Preclinical trials have shown that long-term use of these drugs can delay the onset of, or drastically improve a number of, the so-called age-related diseases such as cardiovascular disease, diabetes, osteoarthritis, and neurodegenerative disorders.(1) However, in 2019, the first human trial of senolytic therapy, conducted with the combination of dasatinib and quercetin (D+Q), was done on patients with idiopathic pulmonary fibrosis (IPF), which is an age-related progressive lung disease.(2) The open-label pilot study has reported very positive outcomes, with the treatment being well tolerated and suggestible to the increase in physical function. A later run of a randomized controlled trial also confirmed the safety and practicality of D+Q in IPF besides prolonged and better functional status.(3)

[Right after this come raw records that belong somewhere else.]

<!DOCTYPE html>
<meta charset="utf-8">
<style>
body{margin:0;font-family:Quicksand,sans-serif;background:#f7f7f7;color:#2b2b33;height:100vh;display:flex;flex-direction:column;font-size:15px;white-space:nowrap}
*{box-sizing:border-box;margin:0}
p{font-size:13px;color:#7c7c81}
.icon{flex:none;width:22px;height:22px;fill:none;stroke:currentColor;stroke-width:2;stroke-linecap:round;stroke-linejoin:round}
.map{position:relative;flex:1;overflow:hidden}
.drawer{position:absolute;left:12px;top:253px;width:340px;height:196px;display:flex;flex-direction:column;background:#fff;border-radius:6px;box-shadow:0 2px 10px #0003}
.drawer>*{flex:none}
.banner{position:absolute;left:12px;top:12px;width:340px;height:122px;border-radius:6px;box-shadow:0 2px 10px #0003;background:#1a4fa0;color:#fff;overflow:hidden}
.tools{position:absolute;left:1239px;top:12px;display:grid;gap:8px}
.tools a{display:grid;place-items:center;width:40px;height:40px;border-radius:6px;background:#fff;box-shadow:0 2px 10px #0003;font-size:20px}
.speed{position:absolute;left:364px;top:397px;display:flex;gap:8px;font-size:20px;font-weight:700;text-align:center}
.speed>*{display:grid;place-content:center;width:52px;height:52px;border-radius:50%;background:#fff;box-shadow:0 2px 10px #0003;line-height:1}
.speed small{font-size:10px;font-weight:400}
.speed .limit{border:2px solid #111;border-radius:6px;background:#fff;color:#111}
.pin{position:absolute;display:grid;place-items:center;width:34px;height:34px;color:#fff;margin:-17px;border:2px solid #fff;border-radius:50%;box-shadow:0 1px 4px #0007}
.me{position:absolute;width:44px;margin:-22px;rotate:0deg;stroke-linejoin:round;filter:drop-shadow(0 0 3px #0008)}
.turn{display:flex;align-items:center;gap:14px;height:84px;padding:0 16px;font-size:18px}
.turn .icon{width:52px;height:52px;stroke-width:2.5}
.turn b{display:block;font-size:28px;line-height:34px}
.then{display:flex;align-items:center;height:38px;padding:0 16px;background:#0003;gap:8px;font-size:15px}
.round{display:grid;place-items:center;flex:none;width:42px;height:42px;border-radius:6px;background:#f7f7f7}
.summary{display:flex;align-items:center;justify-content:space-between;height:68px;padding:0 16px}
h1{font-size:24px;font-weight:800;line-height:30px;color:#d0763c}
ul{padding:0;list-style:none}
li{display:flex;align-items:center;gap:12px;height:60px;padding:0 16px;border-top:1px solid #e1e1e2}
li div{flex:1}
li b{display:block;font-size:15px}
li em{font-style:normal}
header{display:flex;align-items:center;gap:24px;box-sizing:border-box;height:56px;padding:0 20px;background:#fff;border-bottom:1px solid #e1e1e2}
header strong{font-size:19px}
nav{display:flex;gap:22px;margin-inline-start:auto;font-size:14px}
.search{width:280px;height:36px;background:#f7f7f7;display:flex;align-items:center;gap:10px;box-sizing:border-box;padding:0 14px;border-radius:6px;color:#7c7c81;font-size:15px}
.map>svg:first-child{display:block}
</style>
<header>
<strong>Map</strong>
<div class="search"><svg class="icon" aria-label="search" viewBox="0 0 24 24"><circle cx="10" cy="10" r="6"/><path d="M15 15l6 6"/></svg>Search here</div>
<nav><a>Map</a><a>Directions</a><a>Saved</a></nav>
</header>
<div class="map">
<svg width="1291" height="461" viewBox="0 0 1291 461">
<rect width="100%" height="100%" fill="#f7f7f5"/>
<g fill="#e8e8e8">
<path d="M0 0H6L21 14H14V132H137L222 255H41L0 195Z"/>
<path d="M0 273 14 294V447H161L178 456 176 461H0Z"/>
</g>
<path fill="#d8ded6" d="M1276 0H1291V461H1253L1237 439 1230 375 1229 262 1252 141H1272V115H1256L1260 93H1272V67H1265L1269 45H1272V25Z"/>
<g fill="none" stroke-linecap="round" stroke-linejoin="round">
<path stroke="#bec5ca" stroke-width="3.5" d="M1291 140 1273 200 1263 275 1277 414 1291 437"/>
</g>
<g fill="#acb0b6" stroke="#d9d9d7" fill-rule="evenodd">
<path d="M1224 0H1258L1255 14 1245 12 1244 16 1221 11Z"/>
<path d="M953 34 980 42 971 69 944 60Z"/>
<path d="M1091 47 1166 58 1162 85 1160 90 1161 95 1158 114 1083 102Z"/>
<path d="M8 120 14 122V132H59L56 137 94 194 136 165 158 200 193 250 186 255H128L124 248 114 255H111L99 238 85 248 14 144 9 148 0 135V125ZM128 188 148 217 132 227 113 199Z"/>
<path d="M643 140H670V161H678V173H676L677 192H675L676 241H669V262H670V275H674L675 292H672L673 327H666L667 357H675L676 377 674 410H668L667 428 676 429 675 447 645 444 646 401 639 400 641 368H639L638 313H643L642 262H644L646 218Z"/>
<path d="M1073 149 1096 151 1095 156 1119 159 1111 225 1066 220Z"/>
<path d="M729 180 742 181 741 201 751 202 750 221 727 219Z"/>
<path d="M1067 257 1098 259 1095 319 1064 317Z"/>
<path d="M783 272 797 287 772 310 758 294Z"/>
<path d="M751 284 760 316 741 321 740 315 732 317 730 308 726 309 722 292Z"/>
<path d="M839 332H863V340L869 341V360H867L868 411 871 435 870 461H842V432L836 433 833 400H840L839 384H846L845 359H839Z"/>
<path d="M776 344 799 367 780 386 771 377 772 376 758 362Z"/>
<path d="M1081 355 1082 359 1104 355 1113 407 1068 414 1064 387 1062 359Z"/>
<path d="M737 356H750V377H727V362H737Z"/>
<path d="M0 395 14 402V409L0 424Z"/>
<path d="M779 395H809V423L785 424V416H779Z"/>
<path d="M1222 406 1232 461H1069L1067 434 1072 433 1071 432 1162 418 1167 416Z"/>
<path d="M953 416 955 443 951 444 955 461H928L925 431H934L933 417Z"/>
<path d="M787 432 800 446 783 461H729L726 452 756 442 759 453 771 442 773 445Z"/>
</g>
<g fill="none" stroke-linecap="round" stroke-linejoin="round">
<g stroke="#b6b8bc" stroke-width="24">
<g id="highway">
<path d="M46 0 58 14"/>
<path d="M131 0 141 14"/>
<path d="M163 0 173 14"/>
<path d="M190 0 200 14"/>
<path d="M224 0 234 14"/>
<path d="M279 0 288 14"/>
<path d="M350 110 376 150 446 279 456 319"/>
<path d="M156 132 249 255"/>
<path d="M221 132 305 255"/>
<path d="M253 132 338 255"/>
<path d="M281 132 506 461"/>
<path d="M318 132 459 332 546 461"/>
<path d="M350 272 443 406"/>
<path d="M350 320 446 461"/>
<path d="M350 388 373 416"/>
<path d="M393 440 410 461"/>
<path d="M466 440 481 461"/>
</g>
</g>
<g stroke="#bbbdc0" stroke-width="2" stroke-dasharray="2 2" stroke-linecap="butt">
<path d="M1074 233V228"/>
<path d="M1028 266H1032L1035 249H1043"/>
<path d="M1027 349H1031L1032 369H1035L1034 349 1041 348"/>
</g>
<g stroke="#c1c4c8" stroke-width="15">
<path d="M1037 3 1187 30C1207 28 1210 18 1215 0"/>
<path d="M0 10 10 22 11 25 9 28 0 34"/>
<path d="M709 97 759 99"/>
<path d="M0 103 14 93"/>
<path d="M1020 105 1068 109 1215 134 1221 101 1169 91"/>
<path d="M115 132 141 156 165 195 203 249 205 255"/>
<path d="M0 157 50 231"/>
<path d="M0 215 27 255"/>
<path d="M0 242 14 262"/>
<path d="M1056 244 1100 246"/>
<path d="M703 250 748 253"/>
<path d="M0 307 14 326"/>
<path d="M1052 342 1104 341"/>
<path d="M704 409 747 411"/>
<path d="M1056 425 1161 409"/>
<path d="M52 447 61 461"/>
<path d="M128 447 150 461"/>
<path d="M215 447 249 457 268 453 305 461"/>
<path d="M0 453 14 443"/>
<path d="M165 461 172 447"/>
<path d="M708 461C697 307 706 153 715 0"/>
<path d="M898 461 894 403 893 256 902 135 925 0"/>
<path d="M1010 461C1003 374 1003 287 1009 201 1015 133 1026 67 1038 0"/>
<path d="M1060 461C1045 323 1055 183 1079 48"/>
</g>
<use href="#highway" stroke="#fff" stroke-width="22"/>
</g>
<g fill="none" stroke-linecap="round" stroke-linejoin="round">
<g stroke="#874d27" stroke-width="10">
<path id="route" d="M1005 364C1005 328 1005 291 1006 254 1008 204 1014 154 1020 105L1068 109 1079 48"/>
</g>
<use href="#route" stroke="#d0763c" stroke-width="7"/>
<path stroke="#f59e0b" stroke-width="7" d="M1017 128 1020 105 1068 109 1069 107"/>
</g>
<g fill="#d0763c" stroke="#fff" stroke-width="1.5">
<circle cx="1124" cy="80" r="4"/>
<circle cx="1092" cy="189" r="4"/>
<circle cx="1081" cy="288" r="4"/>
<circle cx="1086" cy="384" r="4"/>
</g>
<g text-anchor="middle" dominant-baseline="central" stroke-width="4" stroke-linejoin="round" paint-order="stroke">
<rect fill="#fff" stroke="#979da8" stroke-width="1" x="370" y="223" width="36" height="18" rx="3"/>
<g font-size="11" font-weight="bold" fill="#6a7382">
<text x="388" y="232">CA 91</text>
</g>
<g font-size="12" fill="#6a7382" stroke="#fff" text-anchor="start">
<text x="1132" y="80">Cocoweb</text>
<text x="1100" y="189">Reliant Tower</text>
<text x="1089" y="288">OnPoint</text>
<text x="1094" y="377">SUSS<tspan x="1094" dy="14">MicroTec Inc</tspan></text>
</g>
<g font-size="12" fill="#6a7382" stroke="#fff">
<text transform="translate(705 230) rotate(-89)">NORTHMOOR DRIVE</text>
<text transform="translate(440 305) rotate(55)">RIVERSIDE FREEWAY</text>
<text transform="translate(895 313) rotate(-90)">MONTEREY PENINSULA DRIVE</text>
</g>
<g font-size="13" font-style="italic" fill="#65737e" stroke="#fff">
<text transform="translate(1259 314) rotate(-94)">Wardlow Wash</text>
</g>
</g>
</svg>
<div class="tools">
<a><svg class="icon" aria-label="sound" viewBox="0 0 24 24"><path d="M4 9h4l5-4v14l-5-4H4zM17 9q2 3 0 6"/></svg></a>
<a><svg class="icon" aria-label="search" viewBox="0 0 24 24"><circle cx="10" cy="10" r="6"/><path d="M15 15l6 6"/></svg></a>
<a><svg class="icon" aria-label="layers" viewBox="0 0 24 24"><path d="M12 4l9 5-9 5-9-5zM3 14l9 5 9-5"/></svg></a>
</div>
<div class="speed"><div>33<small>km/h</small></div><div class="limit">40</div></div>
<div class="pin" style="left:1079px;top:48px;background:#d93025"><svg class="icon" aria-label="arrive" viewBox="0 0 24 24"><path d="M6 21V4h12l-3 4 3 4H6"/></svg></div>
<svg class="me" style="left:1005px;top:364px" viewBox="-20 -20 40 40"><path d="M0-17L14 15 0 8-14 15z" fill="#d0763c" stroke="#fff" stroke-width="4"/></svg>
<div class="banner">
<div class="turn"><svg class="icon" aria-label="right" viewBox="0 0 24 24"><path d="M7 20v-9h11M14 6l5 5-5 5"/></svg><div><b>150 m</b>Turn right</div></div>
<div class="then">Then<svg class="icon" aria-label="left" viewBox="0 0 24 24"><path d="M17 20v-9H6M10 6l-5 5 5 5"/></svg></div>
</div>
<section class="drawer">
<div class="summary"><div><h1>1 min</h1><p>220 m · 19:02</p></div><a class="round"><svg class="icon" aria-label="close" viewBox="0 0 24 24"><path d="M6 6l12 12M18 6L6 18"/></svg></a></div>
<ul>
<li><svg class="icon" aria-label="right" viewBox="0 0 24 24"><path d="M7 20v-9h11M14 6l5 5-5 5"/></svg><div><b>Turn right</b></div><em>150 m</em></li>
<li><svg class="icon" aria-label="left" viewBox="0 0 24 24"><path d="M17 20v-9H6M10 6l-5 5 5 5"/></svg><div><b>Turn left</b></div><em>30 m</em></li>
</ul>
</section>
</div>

Along with the positive developments, several crucial inquiries are left unanswered. The senolytics may not be fully selective and as a result, they may also affect normal cells, thus impairing tissue repair.(4) Although senescent cells are one of the contributors to the elderly syndromes, they are also the key entities in the processes of wound healing, immune surveillance, and tumor suppression.(1,4,5) Moreover, the ideal dosage, schedule, and duration of senolytic therapy are still not determined.(4)

Although long-term efficacy and safety remain unclear, recent research could enable the creation of safer, more targeted delivery mechanisms. The very high cost of senolytic drugs is an added challenge, raising concerns about access equity. However, continued clinical evaluation and technological refinement promise to unlock transforming senolytics into a successful tool for extending health span and improving quality of life in aging populations.